Characterizing the blood stage antimalarial activity of pyronaridine in healthy volunteers experimentally infected with Plasmodium falciparum

Int J Antimicrob Agents. 2024 May 9:107196. doi: 10.1016/j.ijantimicag.2024.107196. Online ahead of print.

Abstract

With the spread of artemisinin resistance throughout South East Asia and now in Africa, the antimalarial drug pyronaridine is likely to become an increasingly important component of new antimalarial drug regimens. However, the antimalarial activity of pyronaridine in humans has not been completely characterized. This volunteer infection study aimed to determine the pharmacokinetic/pharmacodynamic (PK/PD) relationship of pyronaridine in malaria naïve adults. Volunteers were inoculated with Plasmodium falciparum-infected erythrocytes on day 0 and administered different single oral doses of pyronaridine on day 8. Parasitemia and concentrations of pyronaridine were measured and standard safety assessments performed. Curative artemether-lumefantrine therapy was administered if parasite regrowth occurred, or on day 47±2. Outcomes were parasite clearance kinetics, PK and PK/PD parameters from modeling. Ten participants were inoculated and administered 360 mg (n=4), 540 mg (n=4), or 720 mg (n=1) pyronaridine. One participant was withdrawn without receiving pyronaridine.
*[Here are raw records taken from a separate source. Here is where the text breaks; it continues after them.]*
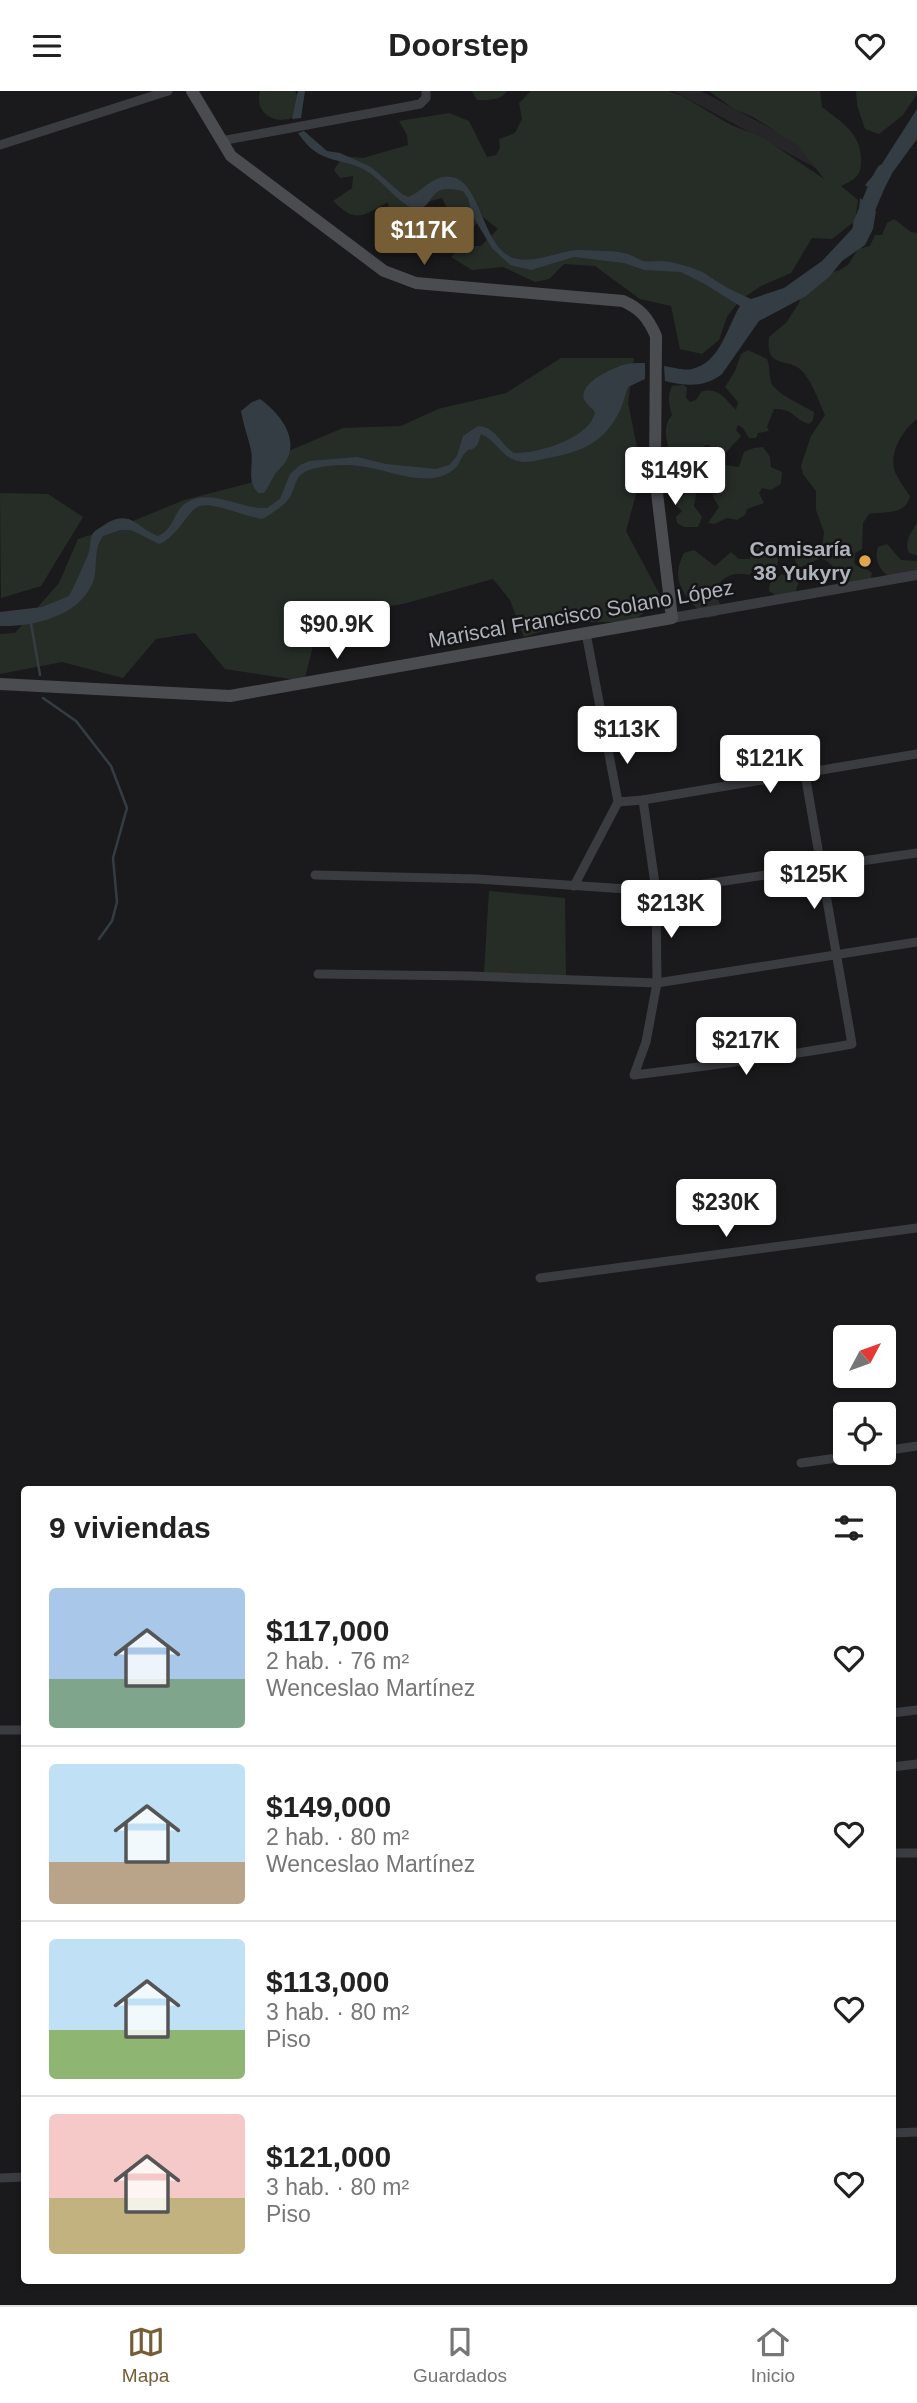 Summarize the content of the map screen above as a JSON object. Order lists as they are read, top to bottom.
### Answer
{
  "streets": {
    "main road": ["Mariscal Francisco Solano López"]
  },
  "places": ["Comisaría 38 Yukyry"],
  "north": "top right",
  "page": {
    "header": "Doorstep",
    "price": [
      "$117K",
      "$149K",
      "$90.9K",
      "$113K",
      "$121K",
      "$125K",
      "$213K",
      "$217K",
      "$230K"
    ],
    "heading": "9 viviendas",
    "list": [
      {
        "name": "$117,000",
        "note": "2 hab. · 76 m² · Wenceslao Martínez"
      },
      {
        "name": "$149,000",
        "note": "2 hab. · 80 m² · Wenceslao Martínez"
      },
      {
        "name": "$113,000",
        "note": "3 hab. · 80 m² · Piso"
      },
      {
        "name": "$121,000",
        "note": "3 hab. · 80 m² · Piso"
      }
    ],
    "tabs": ["Mapa", "Guardados", "Inicio"]
  }
} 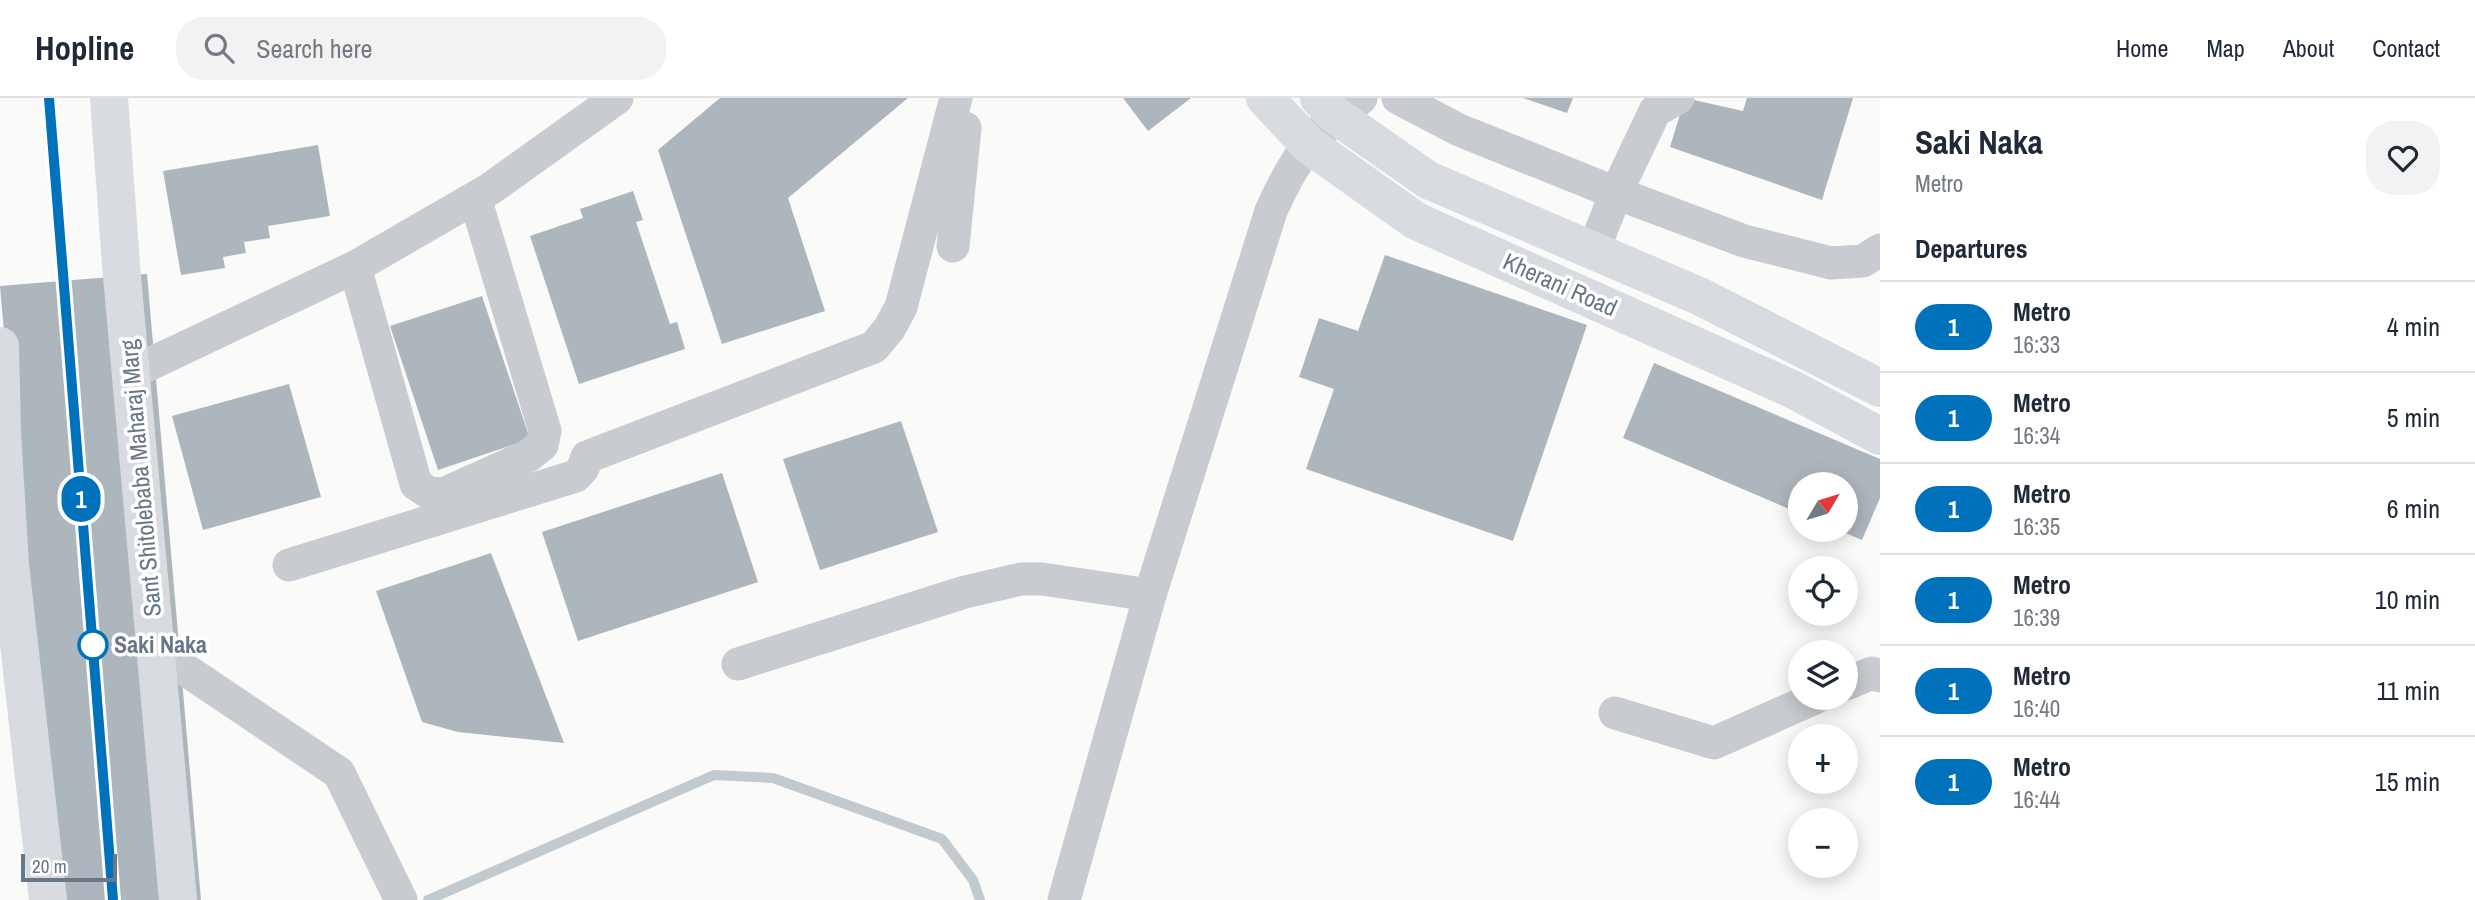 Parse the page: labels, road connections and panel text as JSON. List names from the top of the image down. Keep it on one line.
{"streets":{"main road":["Kherani Road","Sant Shitolebaba Maharaj Marg"]},"places":["Saki Naka"],"lines":["metro line 1"],"scale_bar":"20 m","north":"top right","page":{"header":"Hopline","search":"Search here","nav":["Home","Map","About","Contact"],"on_map":"1","heading":[["Saki Naka","Metro"],"Departures"],"list":[{"mark":"1","name":"Metro","note":"16:33","value":"4 min"},{"mark":"1","name":"Metro","note":"16:34","value":"5 min"},{"mark":"1","name":"Metro","note":"16:35","value":"6 min"},{"mark":"1","name":"Metro","note":"16:39","value":"10 min"},{"mark":"1","name":"Metro","note":"16:40","value":"11 min"},{"mark":"1","name":"Metro","note":"16:44","value":"15 min"}],"map_buttons":["+","−"],"scale":"20 m"}}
Time to maximum pyronaridine concentration was 1-2 hours, the elimination half-life was 8-9 days, and parasite clearance half-life was approximately 5 hours. Parasite regrowth occurred with 360 mg (4/4 participants) and 540 mg (2/4 participants). Key efficacy parameters including the minimum inhibitory concentration (MIC: 5.5 ng/mL) and minimum parasiticidal concentration leading to 90% of maximum effect (MPC90: 8 ng/mL) were derived from the PK/PD model. Adverse events considered related to pyronaridine were predominantly mild to moderate gastrointestinal symptoms. There were no serious adverse events. Data obtained in this study will support the use of pyronaridine in new antimalarial combination therapies by informing partner drug selection and dosing considerations.

Keywords: Plasmodium falciparum; pharmacodynamics; pharmacokinetics; pyronaridine; volunteer infection study.